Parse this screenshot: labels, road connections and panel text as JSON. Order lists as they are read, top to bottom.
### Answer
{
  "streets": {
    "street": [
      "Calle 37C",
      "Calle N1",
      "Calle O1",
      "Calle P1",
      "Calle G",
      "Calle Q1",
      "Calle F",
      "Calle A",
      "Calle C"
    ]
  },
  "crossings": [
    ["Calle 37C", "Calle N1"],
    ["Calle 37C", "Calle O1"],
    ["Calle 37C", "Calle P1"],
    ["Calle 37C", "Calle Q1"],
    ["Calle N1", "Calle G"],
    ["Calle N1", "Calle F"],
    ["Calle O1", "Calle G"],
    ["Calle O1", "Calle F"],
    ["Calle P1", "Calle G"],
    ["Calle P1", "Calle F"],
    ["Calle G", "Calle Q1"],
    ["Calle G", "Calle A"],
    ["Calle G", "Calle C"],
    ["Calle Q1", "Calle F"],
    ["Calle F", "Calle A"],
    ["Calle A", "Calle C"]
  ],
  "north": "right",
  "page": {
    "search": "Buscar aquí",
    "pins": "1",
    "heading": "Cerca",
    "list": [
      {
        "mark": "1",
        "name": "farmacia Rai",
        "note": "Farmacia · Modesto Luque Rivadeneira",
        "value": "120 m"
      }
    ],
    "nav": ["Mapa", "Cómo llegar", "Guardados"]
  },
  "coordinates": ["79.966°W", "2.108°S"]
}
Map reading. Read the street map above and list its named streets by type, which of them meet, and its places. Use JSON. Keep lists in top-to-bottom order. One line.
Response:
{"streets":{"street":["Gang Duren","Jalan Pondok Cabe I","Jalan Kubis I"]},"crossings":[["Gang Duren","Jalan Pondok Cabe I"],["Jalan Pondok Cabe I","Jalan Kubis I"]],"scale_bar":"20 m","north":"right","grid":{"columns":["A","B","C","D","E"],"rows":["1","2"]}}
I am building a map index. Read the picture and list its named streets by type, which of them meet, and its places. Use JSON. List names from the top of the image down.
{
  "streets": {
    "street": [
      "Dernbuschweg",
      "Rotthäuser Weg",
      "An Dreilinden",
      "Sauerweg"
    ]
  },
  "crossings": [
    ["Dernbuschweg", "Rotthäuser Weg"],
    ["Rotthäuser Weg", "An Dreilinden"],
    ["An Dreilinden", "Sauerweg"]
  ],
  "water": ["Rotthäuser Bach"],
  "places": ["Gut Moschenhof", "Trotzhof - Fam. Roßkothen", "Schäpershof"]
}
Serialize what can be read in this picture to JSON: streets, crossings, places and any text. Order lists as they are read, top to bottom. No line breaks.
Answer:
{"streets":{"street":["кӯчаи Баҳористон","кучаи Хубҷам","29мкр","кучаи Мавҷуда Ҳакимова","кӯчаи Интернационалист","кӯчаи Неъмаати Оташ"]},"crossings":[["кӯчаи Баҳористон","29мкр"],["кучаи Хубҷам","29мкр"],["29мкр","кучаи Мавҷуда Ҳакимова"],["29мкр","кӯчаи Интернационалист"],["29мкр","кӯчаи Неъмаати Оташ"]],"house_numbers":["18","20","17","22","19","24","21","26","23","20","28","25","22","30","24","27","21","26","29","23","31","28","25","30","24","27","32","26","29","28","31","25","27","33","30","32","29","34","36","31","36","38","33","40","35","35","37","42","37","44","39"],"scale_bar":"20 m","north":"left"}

**Exercise brief**
Restate word for word the lines above, beginning at the first one and ending at the line that carries "Map reading. Read".

**Solution for this exercise**
Parse this screenshot: labels, road connections and panel text as JSON. Order lists as they are read, top to bottom.
### Answer
{
  "streets": {
    "street": [
      "Calle 37C",
      "Calle N1",
      "Calle O1",
      "Calle P1",
      "Calle G",
      "Calle Q1",
      "Calle F",
      "Calle A",
      "Calle C"
    ]
  },
  "crossings": [
    ["Calle 37C", "Calle N1"],
    ["Calle 37C", "Calle O1"],
    ["Calle 37C", "Calle P1"],
    ["Calle 37C", "Calle Q1"],
    ["Calle N1", "Calle G"],
    ["Calle N1", "Calle F"],
    ["Calle O1", "Calle G"],
    ["Calle O1", "Calle F"],
    ["Calle P1", "Calle G"],
    ["Calle P1", "Calle F"],
    ["Calle G", "Calle Q1"],
    ["Calle G", "Calle A"],
    ["Calle G", "Calle C"],
    ["Calle Q1", "Calle F"],
    ["Calle F", "Calle A"],
    ["Calle A", "Calle C"]
  ],
  "north": "right",
  "page": {
    "search": "Buscar aquí",
    "pins": "1",
    "heading": "Cerca",
    "list": [
      {
        "mark": "1",
        "name": "farmacia Rai",
        "note": "Farmacia · Modesto Luque Rivadeneira",
        "value": "120 m"
      }
    ],
    "nav": ["Mapa", "Cómo llegar", "Guardados"]
  },
  "coordinates": ["79.966°W", "2.108°S"]
}
Map reading. Read the street map above and list its named streets by type, which of them meet, and its places. Use JSON. Keep lists in top-to-bottom order. One line.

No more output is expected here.